• _About this task_:
Searching the material below, find each line that includes the word "fabs", and copy it.

——

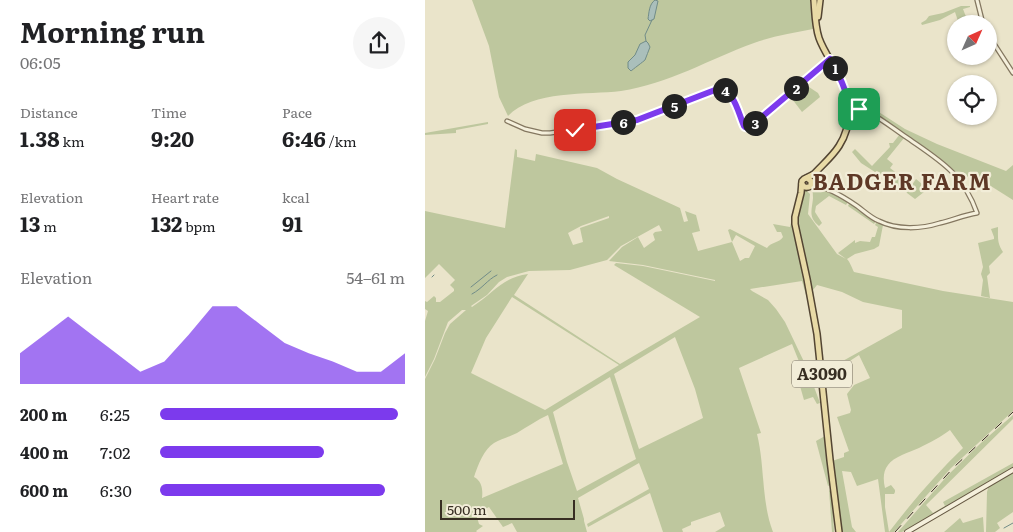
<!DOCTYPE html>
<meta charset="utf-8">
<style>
:root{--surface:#fff;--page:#f6f6f6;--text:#202124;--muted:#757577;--accent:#7c3aed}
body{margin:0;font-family:Literata,serif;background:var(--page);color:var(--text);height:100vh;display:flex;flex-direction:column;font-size:19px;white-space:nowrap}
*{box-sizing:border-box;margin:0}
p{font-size:16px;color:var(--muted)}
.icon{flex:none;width:28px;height:28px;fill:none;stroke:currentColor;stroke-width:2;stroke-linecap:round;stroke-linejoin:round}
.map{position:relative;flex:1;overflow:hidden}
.drawer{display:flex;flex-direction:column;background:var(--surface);width:425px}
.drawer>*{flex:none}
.needle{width:32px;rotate:45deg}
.fabs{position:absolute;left:522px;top:15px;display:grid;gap:10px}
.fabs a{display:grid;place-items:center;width:50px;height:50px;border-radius:50%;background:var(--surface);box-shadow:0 1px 4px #0004;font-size:25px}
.scale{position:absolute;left:15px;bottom:12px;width:135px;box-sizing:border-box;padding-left:5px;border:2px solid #372e22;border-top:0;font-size:14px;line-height:18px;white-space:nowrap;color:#372e22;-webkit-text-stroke:4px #f2edd8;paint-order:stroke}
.pin{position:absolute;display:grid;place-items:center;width:42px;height:42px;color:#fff;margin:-21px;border-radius:10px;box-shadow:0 2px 8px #0006}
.km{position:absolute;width:25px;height:25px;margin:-12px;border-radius:50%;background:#222;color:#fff;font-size:14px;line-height:25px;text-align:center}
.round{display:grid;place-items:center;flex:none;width:52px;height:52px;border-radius:26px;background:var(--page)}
.summary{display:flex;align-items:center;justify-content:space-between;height:85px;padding:0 20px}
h1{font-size:28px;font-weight:700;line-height:38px}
.stats{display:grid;grid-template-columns:repeat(3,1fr);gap:8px;height:85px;padding:5px 20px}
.stats div{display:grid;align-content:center}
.stats b{font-size:21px;font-weight:700}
.stats small{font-size:14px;font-weight:400}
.stats p{font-size:14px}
.chart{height:140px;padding:10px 20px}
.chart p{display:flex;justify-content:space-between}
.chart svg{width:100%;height:90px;margin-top:5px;fill:var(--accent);opacity:.7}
ul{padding:0 20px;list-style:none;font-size:16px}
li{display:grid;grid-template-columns:80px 60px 1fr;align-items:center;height:38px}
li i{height:12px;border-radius:6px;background:var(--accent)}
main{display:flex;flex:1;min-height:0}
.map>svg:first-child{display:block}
.green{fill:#bec79e;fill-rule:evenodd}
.water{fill:#aabfbb;stroke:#718c88}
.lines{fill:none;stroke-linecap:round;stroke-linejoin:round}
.stream{stroke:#718c88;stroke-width:1}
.tertiary-casing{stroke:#847760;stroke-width:5.5}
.secondary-casing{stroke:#665843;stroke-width:6}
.primary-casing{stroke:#534533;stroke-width:8}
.tertiary{stroke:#f5f0dc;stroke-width:3}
.secondary{stroke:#f5f0dc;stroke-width:4}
.primary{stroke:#e8daa6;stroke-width:5}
.rail{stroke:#372e22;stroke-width:1;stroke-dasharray:9 9;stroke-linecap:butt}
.route-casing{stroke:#fff;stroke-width:10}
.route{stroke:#7c3aed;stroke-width:6}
.labels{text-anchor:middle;stroke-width:4.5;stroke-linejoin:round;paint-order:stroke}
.shield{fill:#f2edd8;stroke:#6f6759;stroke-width:1}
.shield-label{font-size:16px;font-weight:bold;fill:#372e22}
.district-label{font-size:22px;font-weight:bold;letter-spacing:1px;fill:#5e3826;stroke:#f2edd8}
</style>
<main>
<section class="drawer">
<div class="summary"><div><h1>Morning run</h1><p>06:05</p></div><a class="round"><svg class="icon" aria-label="share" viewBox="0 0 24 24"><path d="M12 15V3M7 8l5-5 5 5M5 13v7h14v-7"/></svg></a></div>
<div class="stats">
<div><p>Distance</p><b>1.38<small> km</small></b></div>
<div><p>Time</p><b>9:20</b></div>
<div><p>Pace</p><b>6:46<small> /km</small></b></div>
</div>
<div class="stats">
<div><p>Elevation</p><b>13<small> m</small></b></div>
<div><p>Heart rate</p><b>132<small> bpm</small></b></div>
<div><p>kcal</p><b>91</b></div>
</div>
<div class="chart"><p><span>Elevation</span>54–61 m</p>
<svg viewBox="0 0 160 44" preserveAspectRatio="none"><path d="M0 44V29L10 20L20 11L30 20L40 29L50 38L60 33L70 20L80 6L90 6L100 15L110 24L120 29L130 33L140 38L150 38L160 29V44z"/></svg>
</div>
<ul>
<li><b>200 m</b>6:25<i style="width:97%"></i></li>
<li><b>400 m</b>7:02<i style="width:67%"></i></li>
<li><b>600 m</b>6:30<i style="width:92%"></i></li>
</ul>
</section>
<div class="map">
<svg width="588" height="532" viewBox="0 0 588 532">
<rect width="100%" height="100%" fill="#eae4ca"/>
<!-- green -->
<g class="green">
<path d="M47,0H385L388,29C368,33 348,36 329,43C285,59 243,84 196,91C163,95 107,90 83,116L74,97L64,46Z"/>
<polygon points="536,6 545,6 545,7 538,9 541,17 540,17 541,20 538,24 534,24 530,12 515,20 497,25 496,23 501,20 504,16 518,13"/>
<polygon points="378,83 393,93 395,97 377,112 364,95"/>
<path d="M443,105L480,129L512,144L581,171L588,165V200L561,183L544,175L538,182C524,162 501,149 481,136C467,127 455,118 441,110Z"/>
<polygon points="63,122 63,124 31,130 31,133 0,135 0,133"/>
<polygon points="475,134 479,138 462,159 468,164 465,168 487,185 491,179 497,184 496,187 499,192 490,199 482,193 480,190 469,187 452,171 450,172 436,163 427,152 430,149 447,166 465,147 464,143 468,143"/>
<path d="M90,149L92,150V157L110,161L111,154L172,168L192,179L255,208L259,222L263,221L260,211L271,215L275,231L267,233L273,251L307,242L303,230L305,229L342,248C346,242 354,243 358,237L356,232H352L348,224L365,227L367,219L380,277L389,330L383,302L377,281L325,289L327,291L343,300L351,309L360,322L382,368L395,403L392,404L388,397L379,400L375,386L384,384L373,359L367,344L314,368L336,433L332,434C340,466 336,501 348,532H290L300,526L295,512L266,522V525L257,529L258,532H238L225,493L163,527L162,524L224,489L214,463L153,498L159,519V521L162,532H92L87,523L78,527L64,507L51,514L54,524L58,526L51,531L52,532H0V379L10,359L20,333L25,324L41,310H37L23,322L9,359L0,377V321L3,311L0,309V301L2,302L9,296L11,298V302H15L29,291V289L25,285L30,280L14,264L0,278V211L80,228ZM184,216V218L155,228L158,242L148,245L143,233L156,226ZM234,225L237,231L230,232L228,234L230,240L219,248L213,237L197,247L184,261L218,265L290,280V281L218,266L191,263L189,265L275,317L195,364L89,295L103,274C76,278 69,293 47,307L46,306L62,295L74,282L82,277L104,271L145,270L182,260L196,246ZM311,235L330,246L324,258H320L315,261L307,242ZM87,297L194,365L120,410L46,373L61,338ZM250,337L270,389L278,418L214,449L189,374ZM185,377L211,459L152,491L142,462L128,412ZM123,415L138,464L57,498C58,490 57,481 49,477C53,465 59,449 69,443C76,439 84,437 92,433C102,427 112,420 123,415Z"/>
<path d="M389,186C401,188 413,195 423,202L421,205L404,196L391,206L390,212L397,223L394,226C383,217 387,210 388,198C388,193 387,190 389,186Z"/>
<path d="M379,191H382L385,194L383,214L412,254L421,259L413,253L430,240V243L435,241L445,242L447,237H450L453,227L450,225L452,221L458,225L454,246L449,249L430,254L422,259C425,262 427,268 429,272L518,291L588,302V411L526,468L469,532H460L453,479L432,486L426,472L417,471L427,527L431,532H415L407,461L419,457V453L424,451L412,417L425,413L426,410L422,394L429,385L445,378L434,355L400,377L398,372L477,328V310L438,302L417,292L392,285L388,290L389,301L388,300L372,226C371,213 374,203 379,191ZM525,430L538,448C511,474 487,502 464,532L460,507V494H469L470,492V490L466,485L460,488C458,480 458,471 463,465C468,457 485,452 494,448C504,443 516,437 525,430Z"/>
<polygon points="425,202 451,221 449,224 423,206"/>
<path d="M573,227C573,238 572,243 578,252L564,266L565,273L562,276L565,298L556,296L558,280L556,274L558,267L553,243L569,239V237L566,229Z"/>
<polygon points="588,415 588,419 501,505 508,513 520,506 518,502 588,463 588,469 477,532 473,532 523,475 557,442"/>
<polygon points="401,429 405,485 403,486 391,441 400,436 399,430"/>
<polygon points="588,471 588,512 572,523 575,528 570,532 561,532 562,492 564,485"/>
<polygon points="404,490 407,493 409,532 407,532"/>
<polygon points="558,517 559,532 519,532 535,518 538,523"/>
</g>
<!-- water -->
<g class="water">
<path d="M230,0L233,1L229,19L225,21L223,19C224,13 224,4 230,0Z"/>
<path d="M221,41L223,43L225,47C223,51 222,56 220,60C219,61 207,70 206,71L203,68V62L210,55L215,44Z"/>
</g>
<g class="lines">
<!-- stream -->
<g class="stream">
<polyline points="221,41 220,35 227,20"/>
<polyline points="7,277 9,275"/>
<polyline points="46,287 66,271"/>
<path d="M47,294C58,288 62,280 72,275"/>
<polyline points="579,528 588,523"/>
</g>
<!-- tertiary casing -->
<g class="tertiary-casing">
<g id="tertiary">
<polyline points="552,0 558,24"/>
<polyline points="564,36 588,73"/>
<path d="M82,121L100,129L117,133H125L152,129L212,120L290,90C309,86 313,113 319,126L320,127L323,128L404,60"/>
<path d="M386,184C402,187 419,197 432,206C439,211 446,218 454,221C472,230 496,229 515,223C528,220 539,215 552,213C538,173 514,160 481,137C469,129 458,120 445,113L434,109H424"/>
</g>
</g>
<!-- secondary casing -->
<g class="secondary-casing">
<polyline id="secondary" points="482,532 588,470"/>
</g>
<!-- primary casing -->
<g class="primary-casing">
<g id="primary">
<polyline points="393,17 395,0"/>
<polyline points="389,174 379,179 377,181 376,193 370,217 370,224 382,279 392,334 405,460 414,532"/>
<path d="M388,175C397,165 407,157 414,146C428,124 426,98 414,76C408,63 399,52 394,38C390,26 390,13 389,0"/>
<path d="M377,184C379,188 382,188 386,186V181L382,178"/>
</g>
</g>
<!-- tertiary -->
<use href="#tertiary" class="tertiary"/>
<!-- secondary -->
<use href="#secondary" class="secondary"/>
<!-- primary -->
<use href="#primary" class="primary"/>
<!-- rail -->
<polyline class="rail" points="470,532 529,467 588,412"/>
</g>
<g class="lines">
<!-- route casing -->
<g class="route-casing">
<path id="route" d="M150,130L212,120L290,90C309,86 313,113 319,126L320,127L324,128L405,59C414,75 422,90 424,109H434"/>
</g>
<!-- route -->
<use href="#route" class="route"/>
</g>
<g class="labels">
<!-- shield labels -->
<rect class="shield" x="367" y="360.5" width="60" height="27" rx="4"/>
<g class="shield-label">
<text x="397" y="380">A3090</text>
</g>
<!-- district labels -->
<g class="district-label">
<text x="477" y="190">BADGER FARM</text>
</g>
</g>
</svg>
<div class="fabs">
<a><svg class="needle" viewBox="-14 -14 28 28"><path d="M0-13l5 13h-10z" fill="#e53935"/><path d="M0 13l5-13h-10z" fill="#757577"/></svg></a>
<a><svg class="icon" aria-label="locate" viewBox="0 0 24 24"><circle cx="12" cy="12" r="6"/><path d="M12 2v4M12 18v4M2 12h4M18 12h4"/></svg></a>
</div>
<div class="scale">500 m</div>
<div class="pin" style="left:434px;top:109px;background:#1e9e55"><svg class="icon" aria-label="arrive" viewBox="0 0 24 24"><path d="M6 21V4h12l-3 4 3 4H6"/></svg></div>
<div class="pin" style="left:150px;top:130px;background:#d93025"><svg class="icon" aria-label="check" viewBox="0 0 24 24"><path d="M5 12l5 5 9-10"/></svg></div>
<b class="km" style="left:410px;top:68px">1</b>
<b class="km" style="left:371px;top:88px">2</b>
<b class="km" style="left:330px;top:123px">3</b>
<b class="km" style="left:300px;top:90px">4</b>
<b class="km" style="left:249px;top:106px">5</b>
<b class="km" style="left:198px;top:122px">6</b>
</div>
</main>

——

• _Answer to this exercise_:
.fabs{position:absolute;left:522px;top:15px;display:grid;gap:10px}
.fabs a{display:grid;place-items:center;width:50px;height:50px;border-radius:50%;background:var(--surface);box-shadow:0 1px 4px #0004;font-size:25px}
<div class="fabs">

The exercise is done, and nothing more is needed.